Hang in there. Although there are absolutely no signs of it right now, the person of your dreams is right around the corner. For all you know, you could bump into them while walking to the metro on a thoroughly regular workday. Or he might heroically help you catch a running train by holding out his hand; safety be damned. Or she might play your fake girlfriend at your ex’s wedding. Every farfetched scenario ends the same – you’re made for each other, and you can’t believe it took you so long to realize it! Easy-peasy lemon squeezy, right?
If this narrative seems ludicrous considering your never-ending work-from-home stint, maybe shift your focus on your bothersome neighbor, with whom you’ve had pretty stellar bickering matches on all topics, from loud and clashing music choices to noisy guests. All your annoyance, of course, will vanish when you realize they’re the one you were looking for! Why wouldn’t you want to share a life and home with someone you hated living next door to? Shh, don’t ask that, or the Gods of implausible romantic comedies will be offended.
Well, don’t have a cute neighbor to be annoyed with? Then maybe pray to be stuck in the middle of a storm with a stranger, which 20 years down the line might just be the story you narrate to your kids of how you met their mother.
We just walked you through the textual hall of fame of romcom meet-cutes, yet here you are, in the prime of your life, with not a single one of those romantic tropes having happened to you.
As referenced in millennial lingo, a hopeless romantic is someone who holds idealistic and often delusional views on love, despite all evidence to the contrary. Interestingly, unlike any other personality trait like extroversion or anger management issues, ‘hopeless romanticism’ spread as a phase and a personality type only in the 1920s with the advent of literary magazines. “They repeatedly fall in love or chase after love for love’s sake, even when it’s impractical, unwise, or unseemly,” explain psychologists. With the rise of Hollywood, ardent audience members were inundated with more options in the ‘romance-comedy’ genre, bringing impossible love in vogue and sending the number of hopeless romantics skyrocketing.
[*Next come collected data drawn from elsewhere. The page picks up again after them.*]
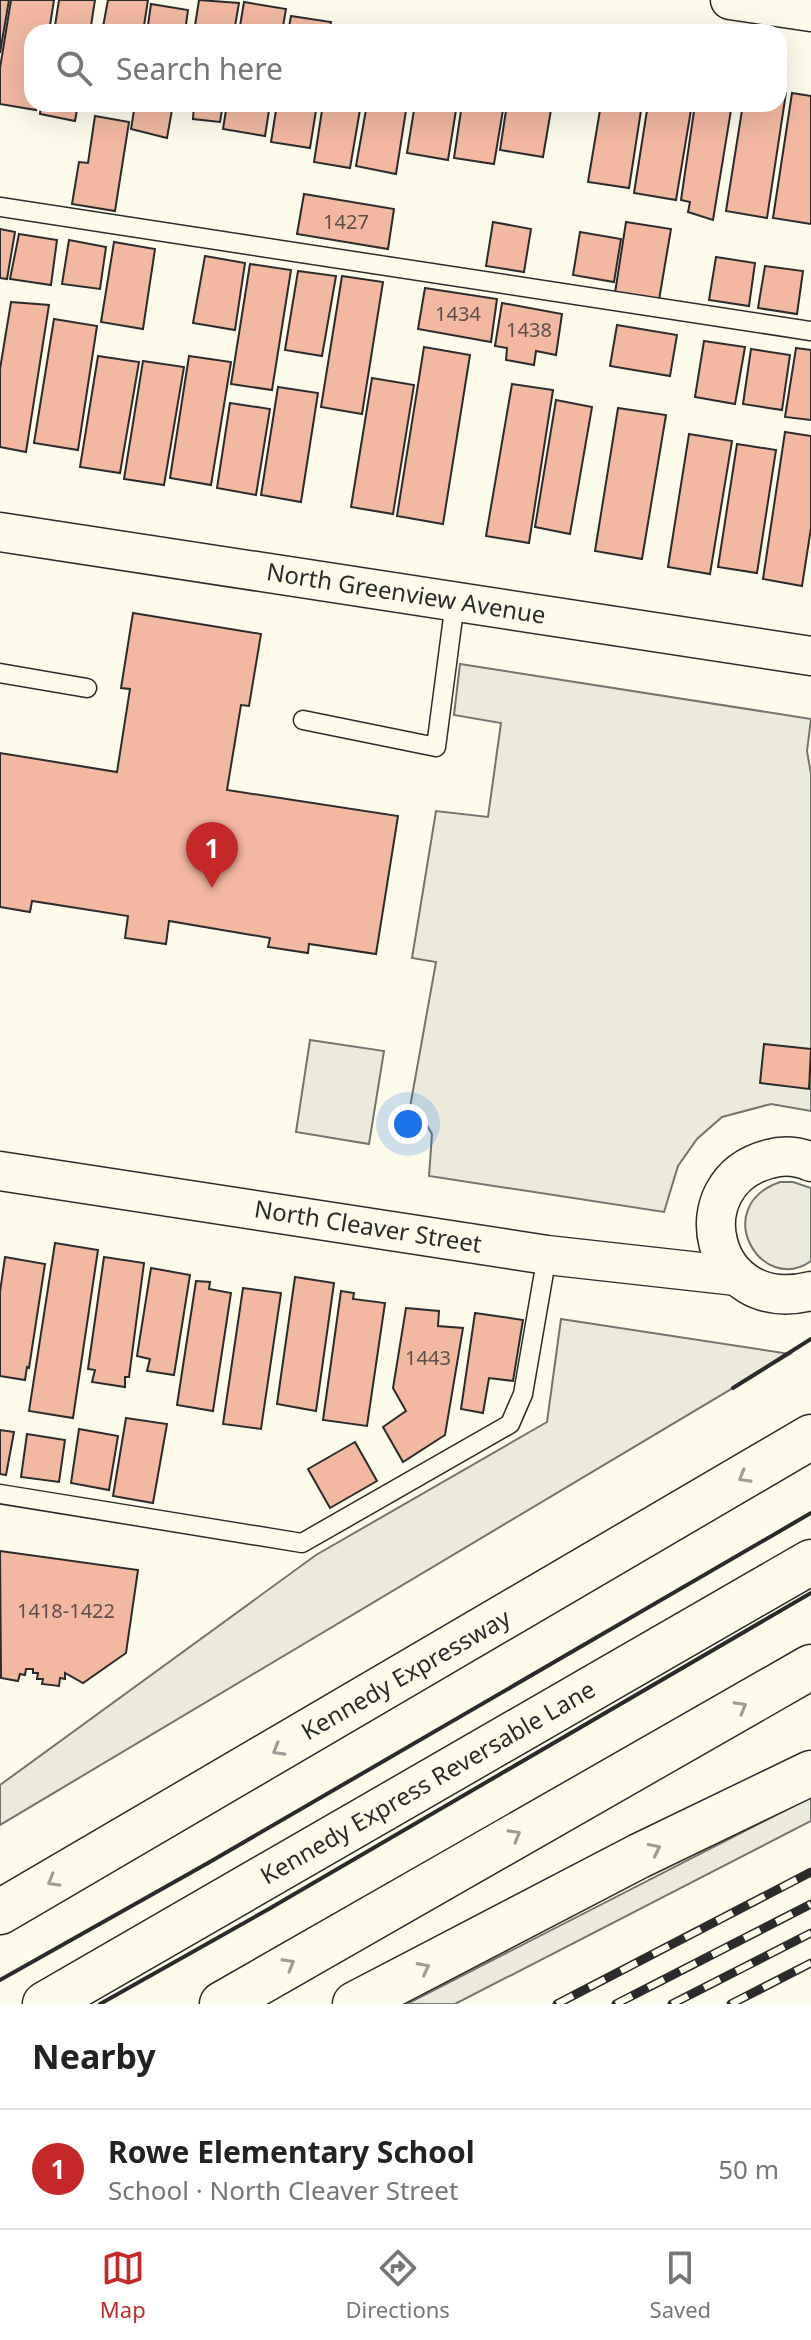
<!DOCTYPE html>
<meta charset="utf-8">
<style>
:root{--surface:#fff;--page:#f6f6f6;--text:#222;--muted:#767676;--line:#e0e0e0;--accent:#c62828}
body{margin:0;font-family:"Noto Sans",sans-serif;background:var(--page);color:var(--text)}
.you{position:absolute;left:408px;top:1124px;width:28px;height:28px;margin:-20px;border:6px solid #fff;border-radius:50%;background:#1a73e8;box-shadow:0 0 0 12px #1a73e833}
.badge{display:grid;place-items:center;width:52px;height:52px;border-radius:50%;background:var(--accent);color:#fff;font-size:26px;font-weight:700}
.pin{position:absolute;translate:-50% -66px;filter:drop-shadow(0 2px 4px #0008)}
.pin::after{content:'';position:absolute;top:42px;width:28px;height:24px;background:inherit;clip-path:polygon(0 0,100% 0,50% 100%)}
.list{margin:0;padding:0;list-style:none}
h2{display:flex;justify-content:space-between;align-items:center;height:104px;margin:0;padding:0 32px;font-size:34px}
h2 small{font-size:26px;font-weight:400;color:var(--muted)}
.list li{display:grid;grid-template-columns:52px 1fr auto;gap:24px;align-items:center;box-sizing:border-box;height:120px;padding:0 32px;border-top:2px solid var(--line)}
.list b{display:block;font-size:30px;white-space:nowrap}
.list p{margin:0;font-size:26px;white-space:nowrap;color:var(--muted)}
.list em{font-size:26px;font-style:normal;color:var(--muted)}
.icon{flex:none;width:44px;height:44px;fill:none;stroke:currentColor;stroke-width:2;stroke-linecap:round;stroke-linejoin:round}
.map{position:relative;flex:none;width:811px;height:2004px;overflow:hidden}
.search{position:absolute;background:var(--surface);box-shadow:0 8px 32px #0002;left:24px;right:24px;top:24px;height:88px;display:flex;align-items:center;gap:20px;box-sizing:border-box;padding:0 28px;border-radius:24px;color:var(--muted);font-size:30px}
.sheet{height:224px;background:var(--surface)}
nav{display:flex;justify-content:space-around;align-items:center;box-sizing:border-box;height:112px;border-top:2px solid var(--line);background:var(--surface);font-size:22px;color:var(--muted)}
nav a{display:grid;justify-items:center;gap:4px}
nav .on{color:var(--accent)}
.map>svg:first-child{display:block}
.green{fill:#ecebdb;stroke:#74746e;stroke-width:2}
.building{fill:#f2b8a0;stroke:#2b2b2b;stroke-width:2}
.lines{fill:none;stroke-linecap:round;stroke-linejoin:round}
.lane-casing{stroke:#2b2b2b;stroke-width:21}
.street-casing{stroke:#2b2b2b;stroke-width:41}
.highway-casing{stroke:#2b2b2b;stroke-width:47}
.lane{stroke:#fdfbea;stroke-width:18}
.street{stroke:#fdfbea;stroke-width:38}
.highway{stroke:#fdfbea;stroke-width:44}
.rail-casing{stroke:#2b2b2b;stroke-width:9}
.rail{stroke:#fdfbea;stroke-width:6;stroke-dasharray:18;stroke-linecap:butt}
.wall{stroke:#2b2b2b;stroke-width:4}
.oneway{stroke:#9e9d94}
.labels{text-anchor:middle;stroke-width:6;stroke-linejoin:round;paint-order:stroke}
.number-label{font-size:20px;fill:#5d4e48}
.street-label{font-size:24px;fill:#2b2b2b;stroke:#fdfbea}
</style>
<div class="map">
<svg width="811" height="2004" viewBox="0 0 811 2004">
<rect width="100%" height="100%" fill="#fdfbea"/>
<g class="green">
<path d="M460 664 811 719 807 751 811 774V1111L771 1104 722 1117 697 1139 678 1166 664 1212 429 1176 432 1134 421 1115 409 1113 436 962 412 958 436 811 488 817 501 723 454 715Z"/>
<path d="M310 1040 384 1051 369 1144 296 1132Z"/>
<path d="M780 1182H793L811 1188V1261C761 1296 709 1207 780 1182Z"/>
<path d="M561 1319 790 1354 0 1825V1785L316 1555 547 1422Z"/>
<path d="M811 1797V1821L455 2004H407Z"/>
</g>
<g class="building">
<path d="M0 0H9L0 53Z"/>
<path d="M11 0H54L49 32H32V104H37L36 110 0 104V68Z"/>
<path d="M59 0H95L90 32H54Z"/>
<path d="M108 0H148L143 32H102Z"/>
<path d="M199 0 239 3 234 32H194Z"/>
<path d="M244 2 286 9 282 32H239Z"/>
<path d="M151 4 188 10 185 32H147Z"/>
<path d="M291 16 331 22 329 32H288Z"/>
<path d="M342 25 351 27 356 32H335Z"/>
<path d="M779 91 786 93 767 218 726 211 743 104H779Z"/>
<path d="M792 93 811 96V224L773 218Z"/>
<path d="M41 104H78L75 121 40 114Z"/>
<path d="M98 104H131V109Z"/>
<path d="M135 104H173L167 138 131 129Z"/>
<path d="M183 104H223L220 122 193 119 194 105Z"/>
<path d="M227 104H270L265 136 223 129Z"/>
<path d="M277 104H317L310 148 271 142Z"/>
<path d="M323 104H361L350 168 314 162Z"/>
<path d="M367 104H407L396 174 356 166Z"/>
<path d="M415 104H457L448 160 407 153Z"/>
<path d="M462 104H504L494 164 454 158Z"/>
<path d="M507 104H552L543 157 500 150Z"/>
<path d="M601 104H642L629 188 588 182Z"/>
<path d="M648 104H692L676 200 634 193Z"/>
<path d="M695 104H732L713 220 688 212 690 202 681 200Z"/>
<path d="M95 116 129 122 115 211 72 204 79 162 88 163Z"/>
<path d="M304 194 394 209 388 249 297 234Z"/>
<path d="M493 222 531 229 524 272 486 266Z"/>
<path d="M626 222 671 229 659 300 615 293Z"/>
<path d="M0 229 15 232 7 279 0 278Z"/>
<path d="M580 232 621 239 614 282 573 275Z"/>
<path d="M19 234 57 240 51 285 10 279Z"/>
<path d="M69 240 106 247 100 289 62 284Z"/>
<path d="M114 242 155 249 143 329 101 322Z"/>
<path d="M205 256 245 263 235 330 193 323Z"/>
<path d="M716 257 755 263 749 306 709 300Z"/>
<path d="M250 264 291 270 272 390 231 384Z"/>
<path d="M765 266 803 271 797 314 758 308Z"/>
<path d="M298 271 336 276 322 356 285 350Z"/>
<path d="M342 276 383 282 362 414 321 407Z"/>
<path d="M425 288 497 299 491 342 418 329Z"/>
<path d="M11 302 49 305 26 452 0 447V369Z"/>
<path d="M502 303 562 314 556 355 536 351 534 365 506 360 507 348 495 346Z"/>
<path d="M54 319 97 326 78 450 34 443Z"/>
<path d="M617 325 677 335 670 376 610 366Z"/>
<path d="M704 341 745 347 735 404 695 397Z"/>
<path d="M424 347 470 355 443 524 397 516Z"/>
<path d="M796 348 811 350V420L785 417Z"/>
<path d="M751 349 790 355 782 410 743 404Z"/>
<path d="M98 356 139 362 120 473 80 467Z"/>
<path d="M189 356 231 362 211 485 170 478Z"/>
<path d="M143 361 184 367 164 485 124 479Z"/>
<path d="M372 378 414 385 393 514 351 507Z"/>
<path d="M512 384 553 390 529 543 486 536Z"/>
<path d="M278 387 318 393 301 502 261 495Z"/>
<path d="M556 400 592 407 570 534 535 527Z"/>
<path d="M230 403 270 409 256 495 217 488Z"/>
<path d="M618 408 666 415 642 559 595 551Z"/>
<path d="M785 432 811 436V528L802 586 763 579Z"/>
<path d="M689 434 732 441 710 574 668 567Z"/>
<path d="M737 444 776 450 757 573 718 567Z"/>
<path d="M133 613 261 634 249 706 241 705 227 790 398 816 376 954 309 944 308 953 268 947 270 938 169 921 166 944 125 938 128 916 32 901 30 912 0 907V753L117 772 130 689 121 688Z"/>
<path d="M764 1044 811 1049 809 1089 760 1083Z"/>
<path d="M55 1243 98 1250 73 1418 29 1411Z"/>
<path d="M5 1257 45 1264 29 1368 27 1367 25 1380 0 1376V1292Z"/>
<path d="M104 1257 144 1263 129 1377H125V1387L92 1382 95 1370 88 1369Z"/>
<path d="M151 1268 190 1275 174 1375 147 1371 150 1359 137 1356Z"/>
<path d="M295 1277 334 1283 316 1411 277 1404Z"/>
<path d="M196 1281 210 1282 209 1289 231 1293 213 1411 177 1405Z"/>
<path d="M243 1288 281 1293 261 1429 223 1424Z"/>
<path d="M341 1291 354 1293 353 1299 385 1303 367 1426 323 1420Z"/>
<path d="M406 1308 439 1311 438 1326 463 1328 445 1435 403 1462 383 1427 406 1411 393 1388Z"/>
<path d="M475 1313 523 1320 513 1381 489 1378 483 1413 461 1409Z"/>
<path d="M126 1418 167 1424 153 1503 113 1496Z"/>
<path d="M79 1429 118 1436 109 1490 71 1483Z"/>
<path d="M0 1430 14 1432 6 1475 0 1474Z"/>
<path d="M27 1434 65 1440 59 1482 21 1477Z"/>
<path d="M355 1442 377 1481 330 1508 308 1469Z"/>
<path d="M0 1551 138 1570 126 1653 83 1683 65 1673V1679L60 1678 59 1686 42 1684 43 1679H37L38 1673H33V1669H26L25 1675 20 1674 18 1681 1 1678Z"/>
</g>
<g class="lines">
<defs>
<g id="lane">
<path d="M0 207 811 331"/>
<path d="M0 673 87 688"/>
<path d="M303 720 436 747 455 602"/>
<path d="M0 1494 302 1543 510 1424 523 1394 547 1255"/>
</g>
<g id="street">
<path d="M730 0 811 12"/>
<path d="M0 532 811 656"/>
<path d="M811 1162C798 1156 783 1155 769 1159 680 1182 709 1317 811 1291"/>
<path d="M0 1171 547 1255 736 1276"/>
</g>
<g id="highway">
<path d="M0 1912 811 1437"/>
<path d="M45 2004 811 1562"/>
<path d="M222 2004 811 1667"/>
<path d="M355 2004 639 1856 811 1773"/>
</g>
</defs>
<use href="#lane" class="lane-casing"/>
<use href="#street" class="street-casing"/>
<use href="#highway" class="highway-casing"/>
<use href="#lane" class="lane"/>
<use href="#street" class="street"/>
<use href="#highway" class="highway"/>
<defs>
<g id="rail">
<path d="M557 2004 811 1872"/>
<path d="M616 2004 811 1904"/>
<path d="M672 2004 811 1933"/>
<path d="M731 2004 811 1963"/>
</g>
</defs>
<use href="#rail" class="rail-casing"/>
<use href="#rail" class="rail"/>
<g class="wall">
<path d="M733 1388 811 1339"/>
<path d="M0 1980 208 1863 811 1513"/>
<path d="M100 2004 267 1910 811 1593"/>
</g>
</g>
<defs><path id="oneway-chevron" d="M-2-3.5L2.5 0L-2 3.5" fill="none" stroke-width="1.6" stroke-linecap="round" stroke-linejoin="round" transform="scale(2)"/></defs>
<g class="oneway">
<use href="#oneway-chevron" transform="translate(744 1477) rotate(150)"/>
<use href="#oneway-chevron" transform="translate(741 1707) rotate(-30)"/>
<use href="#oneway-chevron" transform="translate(278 1750) rotate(150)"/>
<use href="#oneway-chevron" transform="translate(515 1835) rotate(-30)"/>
<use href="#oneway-chevron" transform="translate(655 1849) rotate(-26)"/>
<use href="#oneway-chevron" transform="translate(53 1881) rotate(150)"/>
<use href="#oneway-chevron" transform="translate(289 1964) rotate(-30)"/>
<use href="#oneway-chevron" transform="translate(424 1968) rotate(-27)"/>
</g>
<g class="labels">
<g class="number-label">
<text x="346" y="229">1427</text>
<text x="458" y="321">1434</text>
<text x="529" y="337">1438</text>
<text x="428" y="1365">1443</text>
<text x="66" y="1618">1418-1422</text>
</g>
<g class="street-label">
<text transform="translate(406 594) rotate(9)" y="8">North Greenview Avenue</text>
<text transform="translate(368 1227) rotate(9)" y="8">North Cleaver Street</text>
<text transform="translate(406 1675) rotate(-30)" y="8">Kennedy Expressway</text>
<text transform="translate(428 1783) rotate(-30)" y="8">Kennedy Express Reversable Lane</text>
</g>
</g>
</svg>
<div class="you"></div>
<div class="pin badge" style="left:212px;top:888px">1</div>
<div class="search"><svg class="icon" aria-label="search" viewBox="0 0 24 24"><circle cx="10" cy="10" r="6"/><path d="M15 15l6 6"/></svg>Search here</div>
</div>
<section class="sheet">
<h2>Nearby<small></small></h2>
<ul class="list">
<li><span class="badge">1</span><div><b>Rowe Elementary School</b><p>School · North Cleaver Street</p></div><em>50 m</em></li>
</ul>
</section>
<nav>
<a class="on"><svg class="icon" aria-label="map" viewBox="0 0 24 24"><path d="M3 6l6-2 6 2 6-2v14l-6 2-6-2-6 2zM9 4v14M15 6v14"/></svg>Map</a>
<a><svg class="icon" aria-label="directions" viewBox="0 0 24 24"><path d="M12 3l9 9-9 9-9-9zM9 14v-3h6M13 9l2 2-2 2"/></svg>Directions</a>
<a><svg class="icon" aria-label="saved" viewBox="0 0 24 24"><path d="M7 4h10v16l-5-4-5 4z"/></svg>Saved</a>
</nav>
Undoubtedly, romcoms are sweet movie-binge material and make for stress-free entertainment, but its rapid insurgence and lack of self-awareness has stuffed the audience with unrealistic expectations of love, often wrapped up in cliches.
Over time, it has left us in pursuit of a seemingly grand ‘movie love’, sometimes at the expense of the real-life story that life is weaving at the moment. It capitalizes on our need to be understood by showing couples who complete each other’s sentences or read the other’s mind, even though communication is the bedrock of good relationships in real life. It idolizes men and women as mysterious, aspirational and seductive, making the good ones seem boring and uneventful. Finally, with their mediocre writing compensated for with big-budget destination weddings, song and dance sequences, and good-looking heartbreakers, it confuses love with showmanship and extravagance, a mistake the hopeless romantics often don’t realize until it is too late.
Biological anthropologist and self-help author Helen Fisher calls romantic love the “mother of all modern addictions with positive influences if returned.” But when it’s projected on a 70mm screen packaged with dopamine-inducing highs and served up with popcorn, it’s hard to refuse its siren call in favor of realism and level-headed love.
If you identify as a hopeless romantic, chances are you have completely bought into the myth of romantic love being the most sought-after equation two people can share. That all other accomplishments in life somehow lose meaning if you don’t have a special someone to share them with. And most of all, that love is a resounding, operatic emotion, with highs and lows so addictive that you never want to get off the roller coaster. Sorry to burst the bubble, but that sort of love neither lasts nor is it good for you.
Both cinema and its ardent audience need an understanding that life is more to life than love, and it does not represent your greatest victory or your inherent worth as a person. Furthermore, your relationship with yourself and your motivations in life take precedence over someone who promises to bring you the moon. So, as far as finding ‘the one’ is concerned, hang in there. Oh, we don’t mean hang in for finding them, rather on being ‘The One’ that you can be proud of.